● **Task requirements**
Across all the entries, how many lines hold "halo"? Answer with that number and nothing else.

[Dataset excerpts]
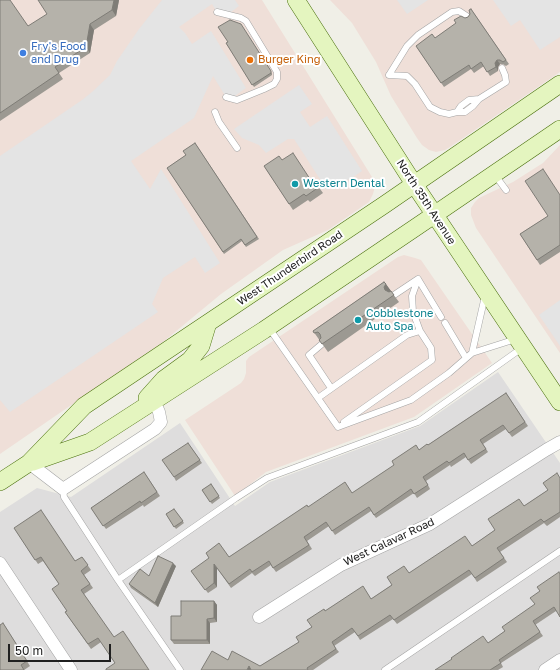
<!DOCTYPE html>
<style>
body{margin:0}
#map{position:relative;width:560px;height:670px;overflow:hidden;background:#f0efe7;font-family:"Golos Text",sans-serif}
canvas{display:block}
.scale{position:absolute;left:8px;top:644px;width:103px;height:18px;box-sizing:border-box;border:2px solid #202020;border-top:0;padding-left:5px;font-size:12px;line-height:14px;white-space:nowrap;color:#202020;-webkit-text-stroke:3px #fff;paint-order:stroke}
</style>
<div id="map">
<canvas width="560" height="670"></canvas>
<div class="scale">50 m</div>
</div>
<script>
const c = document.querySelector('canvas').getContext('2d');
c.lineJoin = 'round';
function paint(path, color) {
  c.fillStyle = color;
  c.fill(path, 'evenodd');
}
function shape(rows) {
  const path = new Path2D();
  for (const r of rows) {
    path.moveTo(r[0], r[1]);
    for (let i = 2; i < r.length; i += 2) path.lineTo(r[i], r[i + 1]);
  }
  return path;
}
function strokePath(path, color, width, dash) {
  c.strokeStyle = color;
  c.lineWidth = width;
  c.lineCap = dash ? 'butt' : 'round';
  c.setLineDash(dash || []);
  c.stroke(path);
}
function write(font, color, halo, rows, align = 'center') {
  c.font = font + ' "Golos Text",sans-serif';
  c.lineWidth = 4;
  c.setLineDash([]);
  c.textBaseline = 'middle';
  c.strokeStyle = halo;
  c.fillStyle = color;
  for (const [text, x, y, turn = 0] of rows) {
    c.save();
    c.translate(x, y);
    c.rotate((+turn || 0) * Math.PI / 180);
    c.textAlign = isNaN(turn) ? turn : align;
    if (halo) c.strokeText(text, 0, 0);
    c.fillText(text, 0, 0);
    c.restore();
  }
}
paint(shape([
 [498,372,560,463,560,670,0,670,0,512,37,488,71,497,180,423,235,506,270,482,420,426]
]), '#dedddd');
paint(shape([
 [0,0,262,0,372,177,375,186,373,194,369,202,328,230,283,250,221,294,163,342,0,454],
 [330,0,560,0,560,72,450,147,445,150,436,152,429,150,422,145,417,138,391,96,376,62,352,23],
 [560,145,560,353,476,228,471,215,471,208,475,202,479,198,513,182,543,163],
 [404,255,415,258,421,260,492,363,414,417,266,472,235,496,185,420,241,383,244,379,246,373,246,361,249,357,398,257]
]), '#efdfd8');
paint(shape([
 [162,0,235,0,239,6,227,15,217,12,212,4,179,27,185,33,192,44,211,31,246,88,232,98,226,97,213,76,194,118,131,161,150,189,161,169,220,263,205,273,195,257,163,278,152,304,158,312,10,412,0,400,0,156,82,100,92,92,110,75,117,61,139,29],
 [397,0,428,0,407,14],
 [493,0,560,0,560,37,540,50,520,20,511,26],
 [299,85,312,104,300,112,310,127,327,116,362,171,352,178,337,184,327,190,294,139,288,139,266,153,259,145,242,138,234,129],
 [560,300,560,346,539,315]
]), '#e4e4e4');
const service = shape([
 [217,12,241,18,246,21,277,72,277,79,274,84,264,89,237,100,226,97],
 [389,75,407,76,415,84,430,107,440,112,449,114,457,112,465,112,473,106,479,99,506,82,505,75,502,68],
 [389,75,407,46,418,35,452,12,459,11,468,17],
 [215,112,219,122,237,148],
 [457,112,461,106,469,100,479,99],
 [495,175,506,190],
 [418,279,412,296,413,312,420,331],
 [418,279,441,317],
 [394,295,418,279],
 [445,323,466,358],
 [269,328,338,427,411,400,449,373,472,353,516,339],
 [322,344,309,355,331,388],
 [472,353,485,296],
 [318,398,407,335,420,331,431,348,432,360,344,422],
 [63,489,64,497,118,580,180,670],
 [118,580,236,498,267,478,418,422,522,348],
 [385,670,560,551]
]);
const minor = shape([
 [29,463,63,489,155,429,161,422,159,412,154,401],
 [0,563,71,670],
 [259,617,341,565,430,524,546,450,560,442],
 [545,670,560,660]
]);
const secondary = shape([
 [296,0,414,184,560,402],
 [147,398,164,379,190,360,201,346,208,323],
 [33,462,90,442,264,330,434,215,560,129],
 [0,482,29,463,84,406,384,205,560,84]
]);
strokePath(service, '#a4a4a4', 7);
strokePath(minor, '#a4a4a4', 13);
strokePath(secondary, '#4a700d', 18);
strokePath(service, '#fff', 6);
strokePath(minor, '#fff', 12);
strokePath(secondary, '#e4f5bf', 17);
paint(shape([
 [0,0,28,26,119,0,116,16,94,30,90,53,59,73,63,79,0,121],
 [471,9,509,64,506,66,503,64,500,64,498,67,498,71,490,76,484,66,474,73,471,69,444,87,416,46,435,38,465,18,468,17,470,14],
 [226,43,272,73,272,75,254,87],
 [195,143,259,239,246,247,242,241,224,254,167,168,186,155],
 [282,160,311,179,312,178,323,193,310,202,308,200,293,210,264,166],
 [560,195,560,252,540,265,520,234,548,216],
 [384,282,399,302,328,352,313,331],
 [506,393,528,426,512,437,506,429,483,444,488,452,471,464,466,457,451,467,450,465,426,481,430,489,417,498,414,493,376,518,371,511,335,535,329,526,307,541,312,549,276,572,271,565,255,576,252,573,231,588,217,568,217,587,208,593,191,571,229,557,308,507,353,493,419,450,428,445],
 [188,443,202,463,176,481,174,477],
 [144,472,160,496,144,507,143,505,106,529,91,508],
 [560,477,560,517,547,526,544,523,500,552,507,562,477,582,472,574,397,624,393,619,360,640,355,632,334,646,339,652,313,670,201,670,228,660,260,666,299,642,325,611,371,599,409,573,472,546,495,530,524,506,548,490],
 [211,484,220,498,212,504,202,490],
 [174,509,184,523,176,529,166,514],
 [14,528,75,561,82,557,91,570,84,575,93,588,84,594,115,663,101,642,91,649,65,612,67,611,59,584,43,561,38,564],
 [176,566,158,607,131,588,129,584],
 [559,572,556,611,535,625,543,636,501,663,503,667,498,670,435,670,488,643,505,631,535,604,540,591],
 [214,601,217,605,217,622,210,623,210,644,174,644,171,640,181,616],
 [3,623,30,666,24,670,0,670]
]), '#9c9992');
paint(shape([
 [114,0,119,0,116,16,112,10],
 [90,24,94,30,90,53,86,47],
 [497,60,500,64,498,67,498,71,496,67,495,63],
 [386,284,391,291,390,295,391,298,385,290,384,287],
 [173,563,176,566,158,607,155,603],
 [214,564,217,568,217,587,214,583],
 [214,601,217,605,217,622,214,618],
 [207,619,210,623,210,644,207,640],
 [249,666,252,670,247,670]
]), '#7f7d77');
const building = shape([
 [0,0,10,0,28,26,47,14,38,0,114,0,112,10,90,24,86,47,55,67,59,73,0,113,0,0],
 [471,9,506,60,503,62,500,60,497,60,495,63,496,67,487,72,481,62,471,69,469,65,441,83,416,46,432,34,435,38,456,23,454,20,461,16,465,18,468,17,470,14,469,10,471,9],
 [230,20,241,24,271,71,271,73,252,85,226,43,228,42,218,27,230,20],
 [195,143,257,237,245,245,241,239,223,252,167,168,186,155,183,151,195,143],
 [293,153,310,179,312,178,319,187,306,196,304,194,289,204,264,166,279,156,282,160,293,153],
 [543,169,560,195,560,245,537,260,520,234,548,216,525,181,543,169],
 [384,282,386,284,384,287,385,290,389,292,391,291,394,295,322,344,319,340,321,338,320,334,318,332,314,333,313,331,384,282],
 [506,393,525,422,509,433,503,425,480,440,486,449,468,460,464,453,449,463,447,461,423,477,428,485,414,494,411,489,374,515,369,507,332,531,326,522,304,537,309,545,273,568,269,561,252,572,250,569,229,584,214,564,214,583,205,590,191,571,209,558,206,553,219,543,229,557,307,505,308,507,345,482,352,493,394,465,392,461,416,445,419,450,427,444,428,445,506,393],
 [188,443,200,460,174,477,162,460,188,443],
 [144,472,157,492,141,503,140,501,103,526,91,508,144,472],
 [557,473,560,478,560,512,544,522,541,519,497,548,504,558,475,578,469,570,394,620,390,615,358,636,352,628,332,642,336,649,307,668,308,670,251,670,249,666,247,670,201,670,212,651,228,660,232,651,260,666,299,642,296,637,312,627,307,620,324,609,325,611,363,586,371,599,392,585,387,577,404,566,409,573,465,536,472,546,495,530,488,519,519,499,524,506,548,490,543,483,557,473],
 [211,484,219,496,210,502,202,490,211,484],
 [174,509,183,521,174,527,166,514,174,509],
 [41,510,75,561,82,557,88,565,81,571,90,584,81,590,114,637,123,631,149,670,106,670,106,669,115,663,98,638,88,644,65,612,67,611,52,589,59,584,41,557,35,560,14,528,41,510],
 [158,556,173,563,155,603,129,584,140,569,149,576,158,556],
 [559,572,560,574,560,617,554,607,533,621,540,632,499,660,501,663,490,670,435,670,452,659,451,658,483,636,488,643,505,631,502,627,535,604,530,598,540,591,537,587,559,572],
 [181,601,214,601,214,618,207,619,207,640,171,640,171,616,181,616,181,601],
 [3,623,27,661,21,665,24,670,0,670,0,625,3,623]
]);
paint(building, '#b5b2aa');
strokePath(building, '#7f7d77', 1);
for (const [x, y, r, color] of [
 [23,53,4,"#3f7fe0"],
 [250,60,4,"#e8710a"],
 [295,184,4,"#0f9aa8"],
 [358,320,4,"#0f9aa8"]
]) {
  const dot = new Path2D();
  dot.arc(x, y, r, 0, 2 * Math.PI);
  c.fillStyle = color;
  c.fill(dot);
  strokePath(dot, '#fff', 1.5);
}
write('11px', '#366cbe', '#fff', [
 ["Fry's Food",31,47],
 ["and Drug",31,60]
], 'left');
write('11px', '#c56008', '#fff', [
 ["Burger King",258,60]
], 'left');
write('11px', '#0d838f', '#fff', [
 ["Western Dental",303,184],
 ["Cobblestone",366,314],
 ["Auto Spa",366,327]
], 'left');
write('11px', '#202020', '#fff', [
 ["North 35th Avenue",426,202,57],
 ["West Thunderbird Road",290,268,-34],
 ["West Calavar Road",389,542,-25]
]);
</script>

● **Solution to the exercise**
3